Barnett did not rank comparison group studies that used randomization. Thus, Barnett’s NOS study rankings of other comparison group studies captured from her summary table were added to the author’s BER study ranks Excel file as an additional column. All studies without overlapping NOS/BER assessments were deleted from the resulting Excel table. The remaining studies were taken into SPSS and reliability coefficients were computed for them.
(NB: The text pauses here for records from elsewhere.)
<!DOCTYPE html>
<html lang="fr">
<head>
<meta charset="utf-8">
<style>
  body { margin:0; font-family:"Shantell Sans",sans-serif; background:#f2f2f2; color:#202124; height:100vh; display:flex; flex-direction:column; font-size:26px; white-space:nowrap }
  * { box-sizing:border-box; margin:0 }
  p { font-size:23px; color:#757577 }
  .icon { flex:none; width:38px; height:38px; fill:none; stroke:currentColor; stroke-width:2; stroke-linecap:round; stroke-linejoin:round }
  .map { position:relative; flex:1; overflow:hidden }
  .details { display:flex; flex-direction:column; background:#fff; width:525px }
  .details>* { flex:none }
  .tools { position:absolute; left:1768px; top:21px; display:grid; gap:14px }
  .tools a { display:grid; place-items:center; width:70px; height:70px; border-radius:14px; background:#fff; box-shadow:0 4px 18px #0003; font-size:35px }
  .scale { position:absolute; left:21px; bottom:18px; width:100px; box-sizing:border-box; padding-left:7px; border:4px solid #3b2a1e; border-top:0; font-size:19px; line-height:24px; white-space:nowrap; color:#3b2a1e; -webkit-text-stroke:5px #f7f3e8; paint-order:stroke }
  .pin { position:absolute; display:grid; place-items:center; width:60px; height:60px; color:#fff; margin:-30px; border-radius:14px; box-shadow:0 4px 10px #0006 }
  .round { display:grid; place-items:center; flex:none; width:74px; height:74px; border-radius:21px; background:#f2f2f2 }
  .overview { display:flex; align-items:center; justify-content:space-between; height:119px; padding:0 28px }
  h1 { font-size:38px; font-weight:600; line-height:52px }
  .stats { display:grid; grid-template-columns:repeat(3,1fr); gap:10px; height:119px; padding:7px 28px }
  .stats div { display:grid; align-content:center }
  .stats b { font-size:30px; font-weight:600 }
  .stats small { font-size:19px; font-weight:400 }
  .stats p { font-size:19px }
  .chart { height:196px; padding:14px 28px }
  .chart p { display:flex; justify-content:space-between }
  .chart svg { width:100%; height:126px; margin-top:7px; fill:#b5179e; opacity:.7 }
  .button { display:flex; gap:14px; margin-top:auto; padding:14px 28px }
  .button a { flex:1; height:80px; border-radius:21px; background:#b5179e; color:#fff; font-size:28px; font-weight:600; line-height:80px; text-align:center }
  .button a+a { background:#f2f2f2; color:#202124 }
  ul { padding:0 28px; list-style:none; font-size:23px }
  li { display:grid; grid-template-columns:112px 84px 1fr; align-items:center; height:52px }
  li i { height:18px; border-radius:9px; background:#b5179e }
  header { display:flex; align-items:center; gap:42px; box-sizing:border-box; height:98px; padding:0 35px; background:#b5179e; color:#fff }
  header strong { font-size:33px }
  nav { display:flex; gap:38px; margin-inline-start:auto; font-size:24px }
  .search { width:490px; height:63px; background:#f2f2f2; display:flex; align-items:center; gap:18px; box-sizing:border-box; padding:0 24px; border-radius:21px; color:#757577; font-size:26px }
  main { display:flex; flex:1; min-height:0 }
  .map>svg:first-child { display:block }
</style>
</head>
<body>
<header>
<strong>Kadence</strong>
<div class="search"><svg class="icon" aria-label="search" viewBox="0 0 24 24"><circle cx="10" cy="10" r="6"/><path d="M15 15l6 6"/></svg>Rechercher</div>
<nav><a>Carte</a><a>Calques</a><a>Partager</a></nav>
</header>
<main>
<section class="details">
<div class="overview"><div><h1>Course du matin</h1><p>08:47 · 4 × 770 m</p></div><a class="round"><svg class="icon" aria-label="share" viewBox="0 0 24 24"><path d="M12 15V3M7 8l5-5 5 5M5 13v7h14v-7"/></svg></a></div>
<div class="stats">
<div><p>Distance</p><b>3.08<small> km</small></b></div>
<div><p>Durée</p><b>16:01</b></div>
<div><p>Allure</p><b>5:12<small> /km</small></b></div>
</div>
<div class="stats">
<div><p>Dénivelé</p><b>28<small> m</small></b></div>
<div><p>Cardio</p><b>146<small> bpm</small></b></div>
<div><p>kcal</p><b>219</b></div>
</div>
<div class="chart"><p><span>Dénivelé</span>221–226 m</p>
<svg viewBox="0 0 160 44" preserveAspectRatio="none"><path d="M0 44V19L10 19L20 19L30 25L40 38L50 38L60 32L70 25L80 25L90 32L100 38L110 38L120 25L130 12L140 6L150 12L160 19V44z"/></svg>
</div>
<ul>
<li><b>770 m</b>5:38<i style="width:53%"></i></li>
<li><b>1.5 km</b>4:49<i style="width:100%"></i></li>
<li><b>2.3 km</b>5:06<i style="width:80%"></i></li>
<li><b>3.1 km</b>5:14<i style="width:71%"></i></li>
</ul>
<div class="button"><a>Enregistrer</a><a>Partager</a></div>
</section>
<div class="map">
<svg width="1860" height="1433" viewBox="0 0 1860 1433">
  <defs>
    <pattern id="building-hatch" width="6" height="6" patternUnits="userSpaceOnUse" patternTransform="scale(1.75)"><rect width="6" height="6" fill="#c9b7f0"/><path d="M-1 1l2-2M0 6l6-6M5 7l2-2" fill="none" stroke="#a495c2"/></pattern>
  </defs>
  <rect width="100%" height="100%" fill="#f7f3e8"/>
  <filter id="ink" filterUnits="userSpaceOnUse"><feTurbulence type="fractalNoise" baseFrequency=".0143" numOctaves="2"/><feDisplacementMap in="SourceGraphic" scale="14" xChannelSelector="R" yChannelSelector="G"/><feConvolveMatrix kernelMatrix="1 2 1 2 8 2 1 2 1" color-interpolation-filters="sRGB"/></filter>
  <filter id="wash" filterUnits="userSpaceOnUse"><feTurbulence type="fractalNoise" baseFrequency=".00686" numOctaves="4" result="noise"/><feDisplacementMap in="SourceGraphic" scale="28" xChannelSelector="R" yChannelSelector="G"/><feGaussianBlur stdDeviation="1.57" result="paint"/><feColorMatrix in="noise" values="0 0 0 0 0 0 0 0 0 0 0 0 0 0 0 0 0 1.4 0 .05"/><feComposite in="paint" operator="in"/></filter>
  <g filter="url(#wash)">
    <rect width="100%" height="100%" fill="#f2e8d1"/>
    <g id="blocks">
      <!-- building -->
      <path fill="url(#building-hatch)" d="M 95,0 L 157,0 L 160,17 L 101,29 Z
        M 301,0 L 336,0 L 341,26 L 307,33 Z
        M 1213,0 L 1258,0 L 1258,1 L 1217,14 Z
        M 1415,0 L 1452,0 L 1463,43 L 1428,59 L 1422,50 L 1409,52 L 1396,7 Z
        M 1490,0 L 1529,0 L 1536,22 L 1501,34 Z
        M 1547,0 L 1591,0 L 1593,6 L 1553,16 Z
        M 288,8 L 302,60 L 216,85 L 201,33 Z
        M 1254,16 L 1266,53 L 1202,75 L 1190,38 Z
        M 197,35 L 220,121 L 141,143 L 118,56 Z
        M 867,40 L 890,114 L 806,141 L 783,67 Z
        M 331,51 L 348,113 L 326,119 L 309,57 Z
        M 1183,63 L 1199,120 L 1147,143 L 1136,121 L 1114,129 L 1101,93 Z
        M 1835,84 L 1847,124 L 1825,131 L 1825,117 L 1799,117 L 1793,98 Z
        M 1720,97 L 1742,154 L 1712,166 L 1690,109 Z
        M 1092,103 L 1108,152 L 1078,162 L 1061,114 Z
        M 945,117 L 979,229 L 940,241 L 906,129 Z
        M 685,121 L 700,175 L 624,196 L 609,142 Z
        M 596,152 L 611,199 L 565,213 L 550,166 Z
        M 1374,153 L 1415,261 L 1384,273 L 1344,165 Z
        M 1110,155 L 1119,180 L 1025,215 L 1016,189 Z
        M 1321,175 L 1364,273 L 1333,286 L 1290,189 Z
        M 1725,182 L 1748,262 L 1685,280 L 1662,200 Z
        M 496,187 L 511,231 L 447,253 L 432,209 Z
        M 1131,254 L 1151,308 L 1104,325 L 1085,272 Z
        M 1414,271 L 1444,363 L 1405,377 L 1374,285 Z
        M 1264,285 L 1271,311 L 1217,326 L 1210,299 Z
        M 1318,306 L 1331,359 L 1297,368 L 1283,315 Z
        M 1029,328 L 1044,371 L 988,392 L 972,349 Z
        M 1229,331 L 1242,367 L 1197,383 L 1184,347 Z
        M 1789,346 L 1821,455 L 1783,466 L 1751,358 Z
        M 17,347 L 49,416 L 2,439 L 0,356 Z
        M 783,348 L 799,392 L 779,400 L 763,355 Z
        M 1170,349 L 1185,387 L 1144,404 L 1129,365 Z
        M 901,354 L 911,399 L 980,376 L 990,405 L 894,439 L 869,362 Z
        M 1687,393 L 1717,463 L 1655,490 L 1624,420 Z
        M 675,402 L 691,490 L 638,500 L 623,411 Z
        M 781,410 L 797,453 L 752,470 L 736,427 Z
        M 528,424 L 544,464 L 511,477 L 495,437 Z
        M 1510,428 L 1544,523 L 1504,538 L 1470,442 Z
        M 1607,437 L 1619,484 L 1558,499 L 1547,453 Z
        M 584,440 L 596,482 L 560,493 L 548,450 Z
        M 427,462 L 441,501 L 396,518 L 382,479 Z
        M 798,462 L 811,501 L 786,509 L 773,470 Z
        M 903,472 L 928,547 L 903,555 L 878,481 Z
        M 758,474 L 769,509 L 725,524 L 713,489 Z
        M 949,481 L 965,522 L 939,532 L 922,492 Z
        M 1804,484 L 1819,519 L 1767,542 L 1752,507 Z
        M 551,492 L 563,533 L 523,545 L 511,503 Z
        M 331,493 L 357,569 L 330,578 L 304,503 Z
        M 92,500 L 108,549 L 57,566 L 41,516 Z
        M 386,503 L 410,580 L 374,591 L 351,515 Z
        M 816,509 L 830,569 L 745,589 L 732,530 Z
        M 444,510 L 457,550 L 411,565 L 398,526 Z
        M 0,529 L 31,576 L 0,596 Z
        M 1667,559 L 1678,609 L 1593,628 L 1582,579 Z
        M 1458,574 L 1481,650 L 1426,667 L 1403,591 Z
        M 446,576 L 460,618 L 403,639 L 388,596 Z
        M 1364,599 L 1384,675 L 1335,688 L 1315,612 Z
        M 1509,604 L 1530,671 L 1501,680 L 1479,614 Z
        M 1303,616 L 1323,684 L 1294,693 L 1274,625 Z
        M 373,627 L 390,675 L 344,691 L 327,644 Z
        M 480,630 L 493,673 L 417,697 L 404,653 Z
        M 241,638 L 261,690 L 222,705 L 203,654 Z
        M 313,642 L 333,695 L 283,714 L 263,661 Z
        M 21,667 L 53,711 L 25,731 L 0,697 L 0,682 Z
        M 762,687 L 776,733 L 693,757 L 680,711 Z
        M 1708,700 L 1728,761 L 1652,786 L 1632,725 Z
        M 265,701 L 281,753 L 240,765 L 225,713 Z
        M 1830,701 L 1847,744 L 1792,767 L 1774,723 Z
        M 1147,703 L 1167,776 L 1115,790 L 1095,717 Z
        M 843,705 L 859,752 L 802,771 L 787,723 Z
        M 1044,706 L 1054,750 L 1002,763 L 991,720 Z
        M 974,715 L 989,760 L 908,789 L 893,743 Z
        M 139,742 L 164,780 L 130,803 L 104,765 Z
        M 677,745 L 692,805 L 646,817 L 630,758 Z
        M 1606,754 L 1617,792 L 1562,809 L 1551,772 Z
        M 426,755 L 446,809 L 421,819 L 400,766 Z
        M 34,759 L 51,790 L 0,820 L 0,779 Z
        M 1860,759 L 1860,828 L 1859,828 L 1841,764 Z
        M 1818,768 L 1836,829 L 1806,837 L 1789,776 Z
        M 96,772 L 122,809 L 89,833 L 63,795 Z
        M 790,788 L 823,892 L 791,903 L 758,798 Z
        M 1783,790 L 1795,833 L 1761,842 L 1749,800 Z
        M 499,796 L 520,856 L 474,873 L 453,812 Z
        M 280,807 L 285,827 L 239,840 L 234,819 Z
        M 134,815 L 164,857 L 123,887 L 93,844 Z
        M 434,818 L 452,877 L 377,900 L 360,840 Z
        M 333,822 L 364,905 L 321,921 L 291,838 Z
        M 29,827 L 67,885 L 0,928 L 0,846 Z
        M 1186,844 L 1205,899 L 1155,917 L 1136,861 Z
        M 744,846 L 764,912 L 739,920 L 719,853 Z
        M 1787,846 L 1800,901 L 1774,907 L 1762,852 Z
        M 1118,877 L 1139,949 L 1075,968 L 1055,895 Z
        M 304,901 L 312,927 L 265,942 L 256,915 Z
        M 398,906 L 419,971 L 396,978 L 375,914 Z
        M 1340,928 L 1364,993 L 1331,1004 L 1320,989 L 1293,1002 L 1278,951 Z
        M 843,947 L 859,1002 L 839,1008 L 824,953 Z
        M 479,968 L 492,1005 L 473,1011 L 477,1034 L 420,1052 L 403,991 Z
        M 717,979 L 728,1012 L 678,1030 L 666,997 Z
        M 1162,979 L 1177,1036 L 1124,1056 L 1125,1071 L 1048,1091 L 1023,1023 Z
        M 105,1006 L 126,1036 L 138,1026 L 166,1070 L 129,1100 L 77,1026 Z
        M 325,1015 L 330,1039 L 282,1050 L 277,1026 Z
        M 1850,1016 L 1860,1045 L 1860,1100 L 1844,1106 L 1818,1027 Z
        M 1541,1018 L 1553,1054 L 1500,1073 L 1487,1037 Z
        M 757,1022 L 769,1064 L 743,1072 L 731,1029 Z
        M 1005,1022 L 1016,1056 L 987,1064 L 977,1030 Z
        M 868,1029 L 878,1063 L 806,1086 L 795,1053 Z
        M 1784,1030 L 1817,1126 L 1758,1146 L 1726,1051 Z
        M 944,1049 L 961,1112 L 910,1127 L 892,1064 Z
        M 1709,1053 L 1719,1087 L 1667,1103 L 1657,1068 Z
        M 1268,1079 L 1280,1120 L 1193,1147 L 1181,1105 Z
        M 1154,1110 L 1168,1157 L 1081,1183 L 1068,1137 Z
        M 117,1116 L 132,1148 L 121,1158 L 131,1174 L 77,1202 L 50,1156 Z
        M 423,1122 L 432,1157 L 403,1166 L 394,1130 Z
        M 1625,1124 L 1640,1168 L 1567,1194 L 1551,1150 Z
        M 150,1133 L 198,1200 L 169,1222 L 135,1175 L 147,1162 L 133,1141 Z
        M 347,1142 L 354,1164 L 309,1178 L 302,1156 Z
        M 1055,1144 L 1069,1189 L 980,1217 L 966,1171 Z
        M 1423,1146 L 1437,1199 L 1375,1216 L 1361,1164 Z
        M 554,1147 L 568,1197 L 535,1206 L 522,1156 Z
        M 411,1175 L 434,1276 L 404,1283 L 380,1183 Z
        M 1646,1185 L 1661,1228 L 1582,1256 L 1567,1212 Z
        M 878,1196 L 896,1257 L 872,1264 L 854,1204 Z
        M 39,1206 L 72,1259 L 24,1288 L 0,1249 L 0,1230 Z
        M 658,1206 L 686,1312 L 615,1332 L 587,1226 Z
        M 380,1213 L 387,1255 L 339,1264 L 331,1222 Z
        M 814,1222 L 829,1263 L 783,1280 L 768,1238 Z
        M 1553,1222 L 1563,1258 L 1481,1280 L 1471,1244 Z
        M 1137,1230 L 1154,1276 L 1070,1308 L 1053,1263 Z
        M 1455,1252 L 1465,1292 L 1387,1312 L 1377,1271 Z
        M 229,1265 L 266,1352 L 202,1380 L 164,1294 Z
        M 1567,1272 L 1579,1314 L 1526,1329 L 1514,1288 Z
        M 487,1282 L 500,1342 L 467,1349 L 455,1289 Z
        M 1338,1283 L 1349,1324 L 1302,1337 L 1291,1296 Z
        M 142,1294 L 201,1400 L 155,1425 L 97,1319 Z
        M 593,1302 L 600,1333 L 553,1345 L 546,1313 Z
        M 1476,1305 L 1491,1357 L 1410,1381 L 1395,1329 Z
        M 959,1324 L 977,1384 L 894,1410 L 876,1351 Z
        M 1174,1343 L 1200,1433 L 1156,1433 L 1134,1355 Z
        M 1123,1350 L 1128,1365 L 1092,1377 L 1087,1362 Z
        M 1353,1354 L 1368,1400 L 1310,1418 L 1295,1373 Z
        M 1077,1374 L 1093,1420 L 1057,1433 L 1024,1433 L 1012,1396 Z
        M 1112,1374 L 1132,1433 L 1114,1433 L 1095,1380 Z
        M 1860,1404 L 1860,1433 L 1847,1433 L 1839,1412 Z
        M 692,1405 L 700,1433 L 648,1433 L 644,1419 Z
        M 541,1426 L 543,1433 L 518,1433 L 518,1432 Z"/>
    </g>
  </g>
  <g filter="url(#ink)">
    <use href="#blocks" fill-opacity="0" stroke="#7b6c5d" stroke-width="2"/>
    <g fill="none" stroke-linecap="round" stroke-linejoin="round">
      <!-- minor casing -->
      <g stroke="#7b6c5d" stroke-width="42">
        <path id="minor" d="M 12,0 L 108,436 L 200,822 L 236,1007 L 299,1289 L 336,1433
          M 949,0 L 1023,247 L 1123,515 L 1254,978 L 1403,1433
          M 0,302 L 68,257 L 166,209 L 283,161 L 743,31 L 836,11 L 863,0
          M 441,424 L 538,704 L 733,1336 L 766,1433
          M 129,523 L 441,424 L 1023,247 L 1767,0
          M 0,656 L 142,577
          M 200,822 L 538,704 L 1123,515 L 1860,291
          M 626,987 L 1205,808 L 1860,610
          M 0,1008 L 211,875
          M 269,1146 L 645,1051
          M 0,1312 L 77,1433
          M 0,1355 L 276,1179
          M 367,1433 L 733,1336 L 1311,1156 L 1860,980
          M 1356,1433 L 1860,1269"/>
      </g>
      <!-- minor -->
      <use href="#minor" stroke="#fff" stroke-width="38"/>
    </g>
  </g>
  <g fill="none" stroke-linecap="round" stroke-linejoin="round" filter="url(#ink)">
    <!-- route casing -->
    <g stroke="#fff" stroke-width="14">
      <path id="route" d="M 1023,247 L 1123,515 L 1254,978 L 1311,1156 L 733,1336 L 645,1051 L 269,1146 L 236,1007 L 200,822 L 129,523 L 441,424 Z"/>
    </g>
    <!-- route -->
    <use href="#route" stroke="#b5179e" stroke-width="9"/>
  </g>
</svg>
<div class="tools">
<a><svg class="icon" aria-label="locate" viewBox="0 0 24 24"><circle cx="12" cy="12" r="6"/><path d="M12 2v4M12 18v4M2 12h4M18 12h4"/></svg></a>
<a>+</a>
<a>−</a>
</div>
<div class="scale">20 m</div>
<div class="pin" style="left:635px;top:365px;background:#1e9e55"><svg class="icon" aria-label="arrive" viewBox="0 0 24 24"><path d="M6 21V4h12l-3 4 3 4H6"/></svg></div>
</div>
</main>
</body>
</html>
The RCT is the “gold standard,” the top-ranked means to achieve causal-certainty. However, simply going through the process of randomly assigning research subjects to two comparison groups does not qualify a study as an RCT. An RCT’s operative-component is the ability to control for both before and after conditions that are inappropriate influences to a “no difference” conclusion outside of the effects of the tested intervention. Randomization usually achieves the before condition control but the success of this process is not a guaranteed certainty. It must be verified and if found to be deficient, i.e. the comparison group post-randomization still shows significant pre-randomization-differences related to the outcome, then the randomization process has failed and the assumption that the study has controlled for history is not a justifiable one. Since OCC comparison group studies do not reach the level of controlled laboratory experiments, true RCTs, alternative methods of adjusting for pre/post-period confounders need to be used to add confidence to an assumption of causality.